Mandarin and Trish each claimed a bed. The Myu was sprawled out, making it physically impossible for me to climb in with her. She opened the drawer on the night stand and withdrew a copy of the Neo Bible, which held religious texts of the Folk.  
"You people are incredible," she said with a sigh, "Do you honestly believe that the Gaia was created by Myutsuu blowing life into it?"  
I shook my head, "My theory has always leaned more towards the Cosmic Egg."  
"As has mine, Dante...As has mine..."  
Mandarin was curled to one side on her bed, already pretending to be asleep. I yawned, undid the clasps on my trench-coat and cast it unceremoniously aside. The Quilava sat up as I kicked off my boots and started to remove my vest.  
"Whoa, whoa, whoa! Hey, Dante, what are you doing?"  
"Getting undressed....why?"  
She rubbed her eyes and shook her head. "Nothing...I always thought that maybe we could get to know each other a little bit first...then I'd see you....strip..." The whole while she was talking I was removing my black, leather shirt. I cast that aside as well and stood in my bright red pants and white undershirt.  
I crawled into the bed next her. She squirmed a little bit, then gave up and held the blankets aside for me.  
"Thanks," I pulled them up to my chin and turned the light out on the night stand. In the darkness, I heard Trish growl. "I was reading, Devilboy..."  
"...."  
Something moved under the blankets; Mandarin's foot. She sat up and looked at Trish.   
"Trish?"  
"Dammit...What the hell is it?"  
"Do you have any boyfriends?"  
I could almost swear that Trish's eyes lit up in the dark, but it might have been the moon light coming in through the window.  
"...No. No men are attracted to me."  
"Well...," I hesitated, "Does your pick up line usually consist of throwing motorcycles at people?...Because most guys don't like that-"  
"At least not until their second date," Mandarin blurted out.  
"Shut up...both of you...," growled the Myu. "Go to sleep!" 

...~... 

The world was falling apart... 

Stones fell from the ceiling and bounced down along the cliff edge into the blazing flames below. I was completely alone... 

*Get off the Island...* 

Who...Who are you? 

*My child, my love...my brother....Get off the Island...* 

I do not understand... 

*Quickly...before He draws Gaia into the Inferno...* 

What? 

*Now, run!....Dante....Dante......Dante........* 

...~... 

"Dante! Dante!"  
Somebody was shaking me. I groaned and rolled to one side. Opening my eyes, I saw the shape of a Quilava above me. I lifted the heel of my palm to my forehead.  
"What time is it?"  
Mandarin glanced over her shoulder at the grandfather clock near the bathroom door.  
"Six AM"  
"What!?"  
Trish emerged from the bathroom, fixing her leather vest, beneath which she wore nothing. She blinked sleep from her eyes and yawned.  
"He's up," said Mandarin, scrambling away. The other looked less than thrilled at rising at this unholy hour.  
"....There is no Myu..."  
"Good morning to you too, Sunshine..."  
She stuck her middle finger up at me and tripped towards her knee-high boots.  
"Get dressed, Dante. We have to be at the Marina by seven thirty."  
"Why?"  
"Niiro is taking us to Mallet Island."


	8. Chapter 7: Arrival

****

Chapter 7: Arrival 

"Beyond this island bound  
By a thin sea of flesh  
And a bone coast ...."  
-Dylan Thomas 

We were booted from the Ritz-Carlton Hotel before we even had the chance to order breakfast that morning. Security demanded that Trish pay a $1000 fine for dealing emotional damage to a Bulbasaur and we were banned from ever going back. To this day, I am not sure what that meant, whether it was the single hotel or the entire chain.

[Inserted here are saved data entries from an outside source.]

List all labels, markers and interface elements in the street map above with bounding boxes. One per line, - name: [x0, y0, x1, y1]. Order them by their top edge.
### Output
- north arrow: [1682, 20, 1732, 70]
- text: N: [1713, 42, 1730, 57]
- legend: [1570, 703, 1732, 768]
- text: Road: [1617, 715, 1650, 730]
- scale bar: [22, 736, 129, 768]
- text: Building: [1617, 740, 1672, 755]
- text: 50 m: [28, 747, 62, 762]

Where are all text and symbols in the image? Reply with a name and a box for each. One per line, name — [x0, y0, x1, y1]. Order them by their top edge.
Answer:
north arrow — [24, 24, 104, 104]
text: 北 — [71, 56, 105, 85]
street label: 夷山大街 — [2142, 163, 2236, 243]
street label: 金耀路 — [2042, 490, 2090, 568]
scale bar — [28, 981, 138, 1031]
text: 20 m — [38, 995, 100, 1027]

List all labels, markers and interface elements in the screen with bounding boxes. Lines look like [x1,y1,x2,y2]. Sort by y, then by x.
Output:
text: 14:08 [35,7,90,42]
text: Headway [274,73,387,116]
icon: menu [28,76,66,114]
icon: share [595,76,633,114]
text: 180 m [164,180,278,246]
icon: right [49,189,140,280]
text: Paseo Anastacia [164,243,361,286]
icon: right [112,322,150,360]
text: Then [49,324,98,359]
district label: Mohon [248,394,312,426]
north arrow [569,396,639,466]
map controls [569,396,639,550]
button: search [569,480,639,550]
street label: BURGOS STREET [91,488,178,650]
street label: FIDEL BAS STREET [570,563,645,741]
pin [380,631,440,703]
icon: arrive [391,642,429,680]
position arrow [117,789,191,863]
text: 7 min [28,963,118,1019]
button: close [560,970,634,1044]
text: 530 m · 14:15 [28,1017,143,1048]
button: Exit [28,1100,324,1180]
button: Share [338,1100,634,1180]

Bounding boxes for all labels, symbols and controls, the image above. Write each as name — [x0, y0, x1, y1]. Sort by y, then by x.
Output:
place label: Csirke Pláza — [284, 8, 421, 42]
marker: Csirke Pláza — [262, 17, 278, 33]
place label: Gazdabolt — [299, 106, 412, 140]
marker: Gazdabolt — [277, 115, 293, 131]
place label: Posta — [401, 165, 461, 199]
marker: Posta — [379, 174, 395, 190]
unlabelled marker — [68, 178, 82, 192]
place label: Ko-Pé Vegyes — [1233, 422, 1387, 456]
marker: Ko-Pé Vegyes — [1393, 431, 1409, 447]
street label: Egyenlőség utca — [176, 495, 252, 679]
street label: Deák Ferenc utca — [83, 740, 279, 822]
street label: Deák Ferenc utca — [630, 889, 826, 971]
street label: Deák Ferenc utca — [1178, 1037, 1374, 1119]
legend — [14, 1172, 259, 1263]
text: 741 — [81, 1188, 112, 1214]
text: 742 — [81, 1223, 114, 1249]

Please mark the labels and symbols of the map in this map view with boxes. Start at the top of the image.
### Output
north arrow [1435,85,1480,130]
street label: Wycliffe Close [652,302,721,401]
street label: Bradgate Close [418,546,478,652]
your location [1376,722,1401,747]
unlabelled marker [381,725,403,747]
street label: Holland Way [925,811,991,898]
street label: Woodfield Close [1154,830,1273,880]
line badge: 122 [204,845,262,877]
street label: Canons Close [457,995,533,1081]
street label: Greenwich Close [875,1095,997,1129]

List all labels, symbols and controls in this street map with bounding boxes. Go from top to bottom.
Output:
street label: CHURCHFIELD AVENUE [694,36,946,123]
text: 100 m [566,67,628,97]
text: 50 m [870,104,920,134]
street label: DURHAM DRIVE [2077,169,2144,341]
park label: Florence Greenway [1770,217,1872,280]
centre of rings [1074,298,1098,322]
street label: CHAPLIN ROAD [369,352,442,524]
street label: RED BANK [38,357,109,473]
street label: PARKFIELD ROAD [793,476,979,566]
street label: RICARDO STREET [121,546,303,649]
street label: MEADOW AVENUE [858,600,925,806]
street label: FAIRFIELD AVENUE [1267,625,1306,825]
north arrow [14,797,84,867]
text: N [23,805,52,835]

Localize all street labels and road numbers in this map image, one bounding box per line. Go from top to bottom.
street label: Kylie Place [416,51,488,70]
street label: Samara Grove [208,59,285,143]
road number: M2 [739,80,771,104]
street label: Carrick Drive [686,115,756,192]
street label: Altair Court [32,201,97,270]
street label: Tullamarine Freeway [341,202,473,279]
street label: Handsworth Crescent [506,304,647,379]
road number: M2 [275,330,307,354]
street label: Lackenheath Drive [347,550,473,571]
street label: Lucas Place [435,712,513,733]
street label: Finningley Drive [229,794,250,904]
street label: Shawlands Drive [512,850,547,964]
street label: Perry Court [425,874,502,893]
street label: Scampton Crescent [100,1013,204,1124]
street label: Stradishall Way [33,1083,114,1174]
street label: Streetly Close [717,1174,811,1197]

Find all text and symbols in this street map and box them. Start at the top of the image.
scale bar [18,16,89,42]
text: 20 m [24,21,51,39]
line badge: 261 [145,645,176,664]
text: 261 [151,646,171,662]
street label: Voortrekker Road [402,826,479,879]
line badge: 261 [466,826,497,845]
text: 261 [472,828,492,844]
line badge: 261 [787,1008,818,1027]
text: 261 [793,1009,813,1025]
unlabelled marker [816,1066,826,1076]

Nevertheless, the boot gave my companions and I ample time to get to Pier A.

...~...

The water lapped soundly against the back of the old tub that Niiro called a motor boat. He was sitting at the bow, gazing out towards Mallet, as alert as a deer, his tail held erect behind him.  
Myself, I was leaning over the gunwale, looking into the sea. Occasionally I saw skeletons; nearly reptilian ones with their heads thrown back in drowned agony and their tails growing, not from their spines, but from the bases of their skulls. Their long arms ended in razor sharp claws. It seemed to me that they must have been able to move about in water when they were alive but had the genuine misfortune of swimming out here where there was a savage undertow.  
"Trish....what are they?"  
The Myu, who had been languidly resting in the sun upon the deck reading the local newspaper, _The Monarchia_, looked sharply up at me. "What are what, hon?"  
I blinked and sat back, "...Never mind." There was a plaque on the gunwale just above the seats, which held floatation devices within them. 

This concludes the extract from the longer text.